伊藤忠商事の人材戦略

 伊藤忠商事のリーダー選定は、同社の経営理念の承継において重要テーマである。同社は「スキップ・ワン・ジェネレーション」で次期社長を任命する。当然に人物重視であり、歴代社長の出身大学はさまざまである。創業時はファミリービジネスであった伊藤忠商事が今日まで成長を続けることができたのは、時代に合った経営トップを選任することを継続できたからであろう。

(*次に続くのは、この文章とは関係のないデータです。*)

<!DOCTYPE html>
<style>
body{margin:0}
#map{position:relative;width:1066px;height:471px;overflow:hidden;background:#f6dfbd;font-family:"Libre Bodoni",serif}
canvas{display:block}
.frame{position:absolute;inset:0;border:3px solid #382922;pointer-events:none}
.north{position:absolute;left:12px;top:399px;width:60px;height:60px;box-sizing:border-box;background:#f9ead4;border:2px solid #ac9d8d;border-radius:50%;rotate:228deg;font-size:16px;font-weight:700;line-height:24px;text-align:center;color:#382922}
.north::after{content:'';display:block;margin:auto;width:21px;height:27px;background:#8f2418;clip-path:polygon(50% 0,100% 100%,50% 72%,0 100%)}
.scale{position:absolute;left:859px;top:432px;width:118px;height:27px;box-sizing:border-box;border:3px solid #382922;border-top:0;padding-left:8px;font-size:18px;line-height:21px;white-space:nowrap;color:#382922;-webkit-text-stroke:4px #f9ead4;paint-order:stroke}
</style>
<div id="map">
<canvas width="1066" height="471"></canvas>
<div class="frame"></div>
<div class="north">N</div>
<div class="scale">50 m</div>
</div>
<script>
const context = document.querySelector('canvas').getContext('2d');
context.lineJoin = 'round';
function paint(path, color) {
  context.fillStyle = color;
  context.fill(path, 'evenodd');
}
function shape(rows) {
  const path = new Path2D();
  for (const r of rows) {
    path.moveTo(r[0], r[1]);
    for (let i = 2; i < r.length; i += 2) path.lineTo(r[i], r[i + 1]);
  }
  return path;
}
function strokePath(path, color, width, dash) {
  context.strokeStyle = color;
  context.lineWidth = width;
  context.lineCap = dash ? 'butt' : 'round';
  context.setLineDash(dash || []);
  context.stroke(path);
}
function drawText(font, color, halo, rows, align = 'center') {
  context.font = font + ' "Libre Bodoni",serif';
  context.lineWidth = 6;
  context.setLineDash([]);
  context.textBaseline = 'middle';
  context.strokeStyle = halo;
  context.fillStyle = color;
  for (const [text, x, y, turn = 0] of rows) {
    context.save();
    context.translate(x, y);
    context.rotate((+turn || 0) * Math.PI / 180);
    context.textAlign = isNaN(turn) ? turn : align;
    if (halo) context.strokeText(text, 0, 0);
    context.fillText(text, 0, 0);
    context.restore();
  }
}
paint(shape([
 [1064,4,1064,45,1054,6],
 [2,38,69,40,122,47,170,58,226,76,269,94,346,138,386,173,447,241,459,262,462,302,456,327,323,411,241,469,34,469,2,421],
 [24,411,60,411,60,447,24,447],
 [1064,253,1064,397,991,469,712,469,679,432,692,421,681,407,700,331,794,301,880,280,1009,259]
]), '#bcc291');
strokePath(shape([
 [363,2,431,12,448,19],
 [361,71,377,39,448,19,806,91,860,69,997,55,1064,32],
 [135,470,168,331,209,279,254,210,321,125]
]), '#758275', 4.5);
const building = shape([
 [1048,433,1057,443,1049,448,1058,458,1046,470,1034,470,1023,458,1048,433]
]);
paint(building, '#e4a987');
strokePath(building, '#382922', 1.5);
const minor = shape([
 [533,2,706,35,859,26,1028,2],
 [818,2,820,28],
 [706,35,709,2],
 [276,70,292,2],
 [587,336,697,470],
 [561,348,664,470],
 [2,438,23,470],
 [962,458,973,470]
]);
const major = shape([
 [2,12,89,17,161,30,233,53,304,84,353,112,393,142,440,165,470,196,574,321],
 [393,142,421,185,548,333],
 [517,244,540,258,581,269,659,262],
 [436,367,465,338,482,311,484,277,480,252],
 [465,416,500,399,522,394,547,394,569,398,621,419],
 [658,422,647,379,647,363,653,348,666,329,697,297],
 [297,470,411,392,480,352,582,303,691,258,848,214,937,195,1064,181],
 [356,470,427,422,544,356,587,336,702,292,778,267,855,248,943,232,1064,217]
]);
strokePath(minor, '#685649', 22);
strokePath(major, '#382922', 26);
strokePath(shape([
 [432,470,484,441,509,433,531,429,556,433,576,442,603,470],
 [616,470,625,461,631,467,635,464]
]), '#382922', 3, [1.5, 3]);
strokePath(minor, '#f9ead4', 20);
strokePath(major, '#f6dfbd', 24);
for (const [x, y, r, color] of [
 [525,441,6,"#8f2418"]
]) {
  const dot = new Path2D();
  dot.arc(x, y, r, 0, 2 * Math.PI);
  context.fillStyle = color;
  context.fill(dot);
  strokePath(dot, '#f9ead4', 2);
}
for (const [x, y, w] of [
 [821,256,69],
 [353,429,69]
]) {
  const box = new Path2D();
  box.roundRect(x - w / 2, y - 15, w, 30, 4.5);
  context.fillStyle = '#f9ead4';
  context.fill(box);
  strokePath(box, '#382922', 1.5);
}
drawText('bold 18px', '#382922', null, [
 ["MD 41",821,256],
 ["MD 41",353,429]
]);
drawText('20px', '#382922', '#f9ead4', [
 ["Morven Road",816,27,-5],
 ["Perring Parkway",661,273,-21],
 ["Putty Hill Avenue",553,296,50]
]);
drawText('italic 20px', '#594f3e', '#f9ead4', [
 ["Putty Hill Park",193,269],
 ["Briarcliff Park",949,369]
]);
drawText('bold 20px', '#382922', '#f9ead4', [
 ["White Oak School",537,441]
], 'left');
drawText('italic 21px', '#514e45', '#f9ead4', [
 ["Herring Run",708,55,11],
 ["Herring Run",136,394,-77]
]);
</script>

 伊藤忠商事の社長の任期は原則6年であるが、岡藤社長については現在大プロジェクトを抱えているため続投となった。これは「日本の商社でナンバーワンになる」ことに対する執念である。同社における中期経営計画に対する数字的根拠はM&Aの予算を組んでからとりあえず実行に移していくといった「絵に描いた餅」ではない。既に大型の業務提携も行い、また事業セグメントも資源に偏ること無く分散化が図れていることからも4000億円の収益基盤構築は決して非現実的ではない。

 伊藤忠商事の岡藤社長は、「他社に勝つ」という明確な目標のもと、将来ビジョンを確立し、その実践に向けた具体的な戦略を確実に意思決定していくという「オーナーシップ」を持っている。これは伊藤忠商事が創業当時から「ブレない」経営理念を踏襲しているといえよう。

強さの秘訣は人材育成にあり

 伊藤忠商事の強さの秘訣として「人材育成」が挙げられる。同社の企業理念である「先見性・誠実・多様性・情熱・挑戦」をベースとしたカリキュラムが組まれており、グローバル人材の育成も含めた「人材多様化推進計画」に03年から取り組んでいる。また10年度に伊藤忠のリーダーが備えるべき行動要件を整備し、全世界の組織長人材をデータベース化、各ディビジョンカンパニーや海外ブロックとの連携を通じて、全世界で海外収益拡大を担う優秀な人材の採用・育成・活用・登用を行う「タレントマネジメントプロセス」の仕組みを構築している。

 人材育成に戦略的に取り組むことにより「ヒト・モノ・カネ・情報」という経営資源を有効に活用することが可能である。今や一般的になっている「ダイバーシティ」「グローバル人材」の育成に早くから着手している点が現在の事業ポートフォリオ戦略の成功にも結実しているといえよう。